Stored entries:
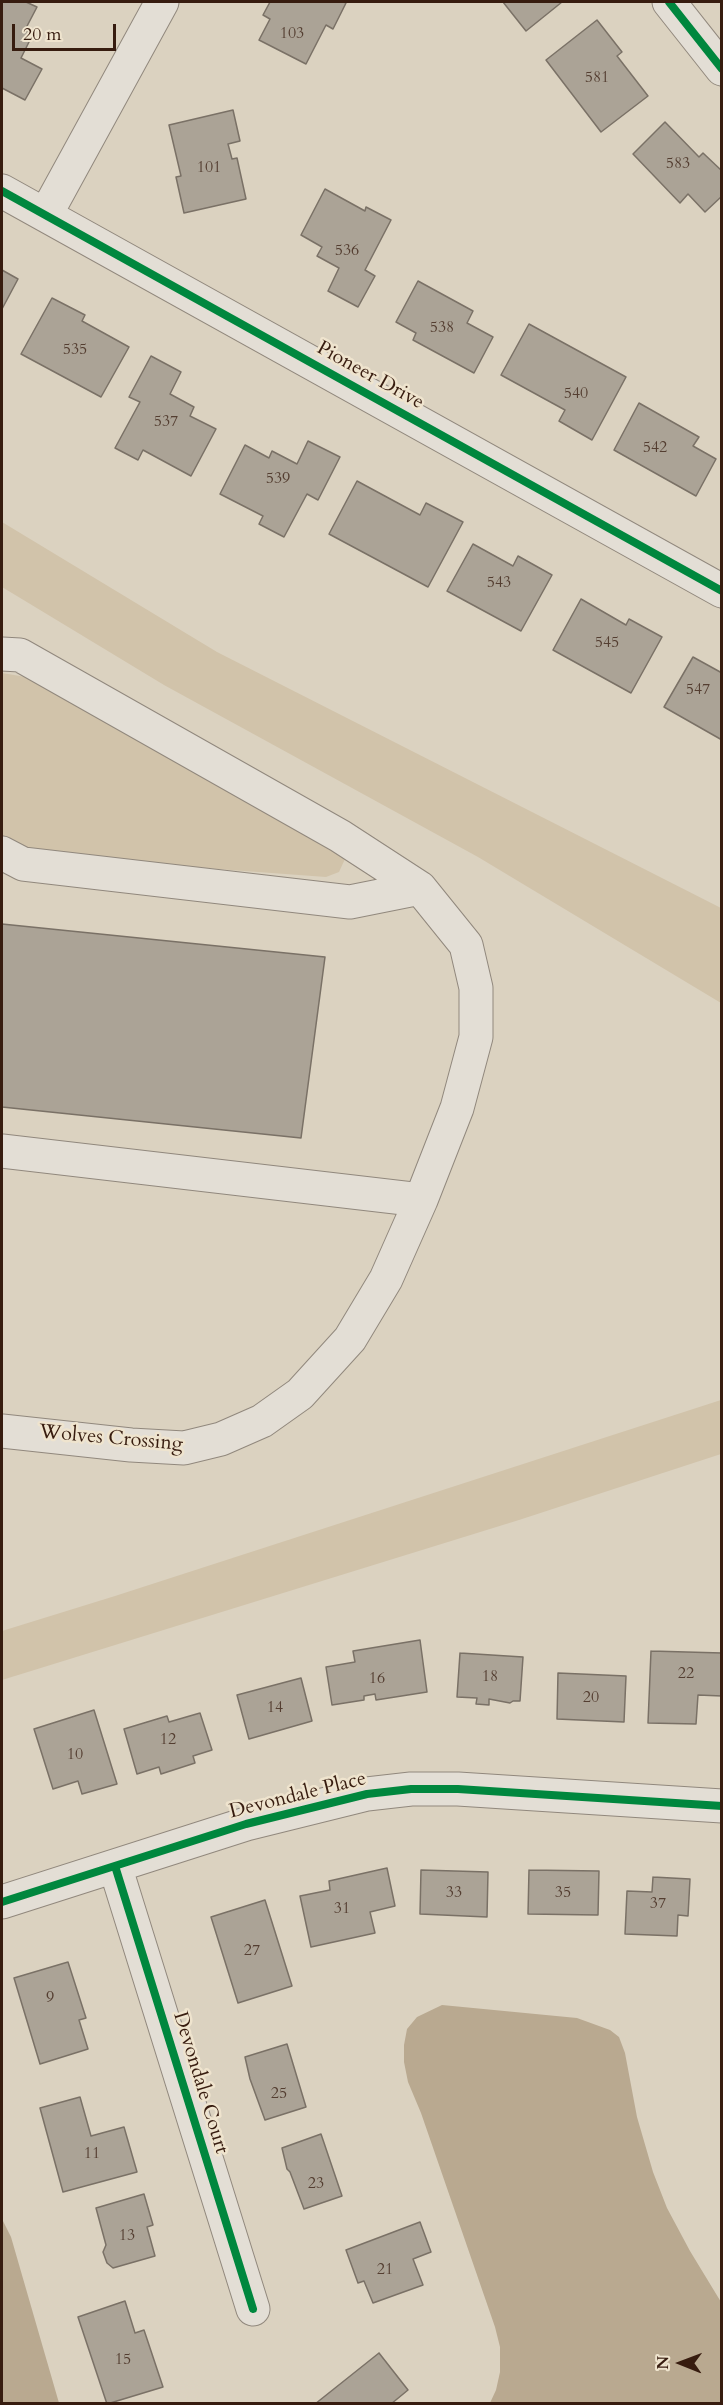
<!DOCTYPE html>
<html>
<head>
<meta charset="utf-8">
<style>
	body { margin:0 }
	#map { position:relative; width:723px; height:2405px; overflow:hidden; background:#dbd2c0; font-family:Cardo,serif }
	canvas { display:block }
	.frame { position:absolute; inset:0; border:3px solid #371c0f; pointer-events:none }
	.north { position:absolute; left:651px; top:2333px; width:60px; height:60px; -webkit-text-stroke:4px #efe4ce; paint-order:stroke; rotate:271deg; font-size:16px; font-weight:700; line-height:24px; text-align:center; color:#371c0f }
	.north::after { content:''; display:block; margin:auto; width:21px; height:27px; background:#371c0f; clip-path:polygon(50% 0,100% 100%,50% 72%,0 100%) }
	.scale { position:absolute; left:12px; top:24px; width:104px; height:27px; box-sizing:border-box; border:3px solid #371c0f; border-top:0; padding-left:8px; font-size:18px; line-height:21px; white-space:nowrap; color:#371c0f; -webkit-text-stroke:4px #efe4ce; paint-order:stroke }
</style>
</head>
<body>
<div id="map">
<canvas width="723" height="2405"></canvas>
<div class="frame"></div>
<div class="north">N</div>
<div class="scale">20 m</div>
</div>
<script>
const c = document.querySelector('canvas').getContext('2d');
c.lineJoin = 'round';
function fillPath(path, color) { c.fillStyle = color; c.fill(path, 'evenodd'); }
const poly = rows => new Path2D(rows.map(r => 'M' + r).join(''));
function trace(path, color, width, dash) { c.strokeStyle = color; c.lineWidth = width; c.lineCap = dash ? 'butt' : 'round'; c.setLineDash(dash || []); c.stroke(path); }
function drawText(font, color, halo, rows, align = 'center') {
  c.font = font + ' Cardo,serif'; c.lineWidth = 5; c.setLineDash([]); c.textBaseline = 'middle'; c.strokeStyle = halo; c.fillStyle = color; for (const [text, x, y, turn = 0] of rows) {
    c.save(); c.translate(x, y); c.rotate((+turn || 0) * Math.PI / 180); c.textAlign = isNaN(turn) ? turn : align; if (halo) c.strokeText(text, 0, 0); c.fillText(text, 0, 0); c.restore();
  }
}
fillPath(poly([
	[2,522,217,652,721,908,721,1003,478,857,164,685,2,587],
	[2,673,26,677,333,845,345,859,339,872,326,877,217,869,18,850,2,838],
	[721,1400,721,1454,519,1520,2,1680,2,1631,115,1596]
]), '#d1c3aa');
fillPath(poly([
	[442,2005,577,2018,610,2030,619,2037,625,2053,637,2117,653,2172,667,2208,690,2251,721,2302,721,2403,490,2403,496,2390,500,2372,500,2347,495,2327,421,2113,408,2082,404,2062,404,2045,407,2029,417,2017],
	[2,2219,11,2237,59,2403,2,2403]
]), '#b9a990');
const building = poly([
	[2,2,26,2,37,7,25,30,33,34,21,58,42,69,25,100,2,88,2,2],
	[270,2,344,2,346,3,333,29,326,25,306,64,259,40,270,19,263,15,270,2],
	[503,2,562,2,526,31,503,2],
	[597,20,622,52,617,56,648,96,601,132,546,60,597,20],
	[233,110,240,141,228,144,232,159,237,158,246,199,184,213,176,177,181,176,169,125,233,110],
	[665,122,699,157,703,153,722,171,722,196,705,212,688,194,680,203,633,154,665,122],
	[325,189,365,211,366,207,391,220,365,270,375,276,358,307,328,291,339,268,317,256,322,247,301,235,325,189],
	[2,270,18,279,2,309,2,270],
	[418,281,473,311,467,323,493,337,474,373,413,340,416,333,396,322,418,281],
	[52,298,85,315,82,321,129,347,101,397,21,354,52,298],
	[529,324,626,377,592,440,559,421,565,410,501,375,529,324],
	[151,356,181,372,170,394,194,407,190,416,216,429,191,476,143,450,138,460,115,448,140,402,129,397,151,356],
	[639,403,699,437,693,446,716,459,696,496,614,450,639,403],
	[308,441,340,457,318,500,307,494,284,537,259,524,263,516,220,494,245,445,269,458,272,451,297,464,308,441],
	[357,481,420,515,426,503,463,522,428,587,329,534,357,481],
	[473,544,513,566,518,556,552,575,521,631,447,591,473,544],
	[581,599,626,625,629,619,662,637,631,693,553,650,581,599],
	[693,657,722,673,722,740,664,707,693,657],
	[2,924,325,957,301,1138,2,1107,2,924],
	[420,1640,427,1692,376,1700,375,1694,364,1696,364,1700,332,1705,326,1667,355,1662,353,1651,420,1640],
	[651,1651,722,1653,722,1696,698,1695,696,1724,648,1723,651,1651],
	[460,1653,523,1657,520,1701,513,1701,510,1703,489,1699,489,1705,476,1704,477,1698,457,1697,460,1653],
	[558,1673,626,1676,624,1722,557,1719,558,1673],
	[301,1678,312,1721,249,1739,237,1695,301,1678],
	[94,1710,117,1784,82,1794,78,1781,53,1789,34,1729,94,1710],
	[200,1713,212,1750,193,1756,195,1763,161,1774,159,1767,137,1774,124,1729,167,1716,169,1722,200,1713],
	[387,1868,395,1906,370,1912,375,1933,311,1947,300,1896,330,1890,329,1881,387,1868],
	[421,1870,488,1872,487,1917,420,1914,421,1870],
	[529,1870,599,1871,598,1915,528,1914,529,1870],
	[653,1877,690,1879,688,1916,678,1915,677,1936,625,1934,627,1891,652,1892,653,1877],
	[265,1900,292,1986,238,2003,211,1917,265,1900],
	[68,1962,86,2018,79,2020,88,2049,40,2064,14,1978,68,1962],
	[287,2044,306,2107,265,2120,250,2079,245,2057,287,2044],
	[80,2097,91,2136,124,2127,137,2172,63,2192,40,2108,80,2097],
	[321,2134,342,2196,304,2209,290,2172,287,2169,282,2148,321,2134],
	[144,2194,153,2225,147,2227,155,2256,113,2268,107,2263,103,2252,106,2245,96,2208,144,2194],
	[420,2222,431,2252,413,2259,423,2285,373,2303,364,2281,358,2283,346,2250,420,2222],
	[125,2301,135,2333,144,2330,163,2387,107,2404,78,2317,125,2301],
	[379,2353,408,2390,391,2404,315,2404,379,2353]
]);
fillPath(building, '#aba396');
trace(building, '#7a7166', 1.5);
const minor = poly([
	[669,2,722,69],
	[2,191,722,591],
	[46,214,162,2],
	[2,654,20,655,340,836,420,888,466,945,476,988,476,1037,457,1108,421,1200,386,1279,350,1339,300,1394,262,1421,221,1439,184,1448,131,1445,2,1431],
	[2,853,23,864,350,902,420,888],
	[2,1151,421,1200],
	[115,1866,253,2309],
	[2,1902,246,1824,367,1794,411,1789,458,1789,722,1806]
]);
trace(minor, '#91887d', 35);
trace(minor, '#e3ded5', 33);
trace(poly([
	[669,2,722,69],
	[2,191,722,591],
	[115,1866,253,2309],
	[2,1902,246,1824,367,1794,411,1789,458,1789,722,1806]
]), '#00873e', 8);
drawText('16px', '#543e31', null, [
	["103",292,34],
	["581",597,78],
	["583",678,164],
	["101",209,168],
	["536",347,251],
	["538",442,328],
	["535",75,350],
	["540",576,394],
	["537",166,422],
	["542",655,448],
	["539",278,479],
	["543",499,583],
	["545",607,643],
	["547",698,690],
	["22",686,1674],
	["18",490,1677],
	["16",377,1679],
	["20",591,1698],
	["14",275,1708],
	["12",168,1740],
	["10",75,1755],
	["33",454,1893],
	["35",563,1893],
	["37",658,1904],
	["31",342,1909],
	["27",252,1951],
	["9",50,1998],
	["25",279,2094],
	["11",92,2154],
	["23",316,2184],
	["13",127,2236],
	["21",385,2270],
	["15",123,2360]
]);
drawText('20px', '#371c0f', '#efe4ce', [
	["Pioneer Drive",370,376,29],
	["Wolves Crossing",111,1439,5],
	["Devondale Place",298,1796,-14],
	["Devondale Court",200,2083,73]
]);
</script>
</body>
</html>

**TASK DETAILS**
Work through the records line by line, and once you reach the final line, report only how many held "strokeStyle".

**RESPONSE BELOW**
2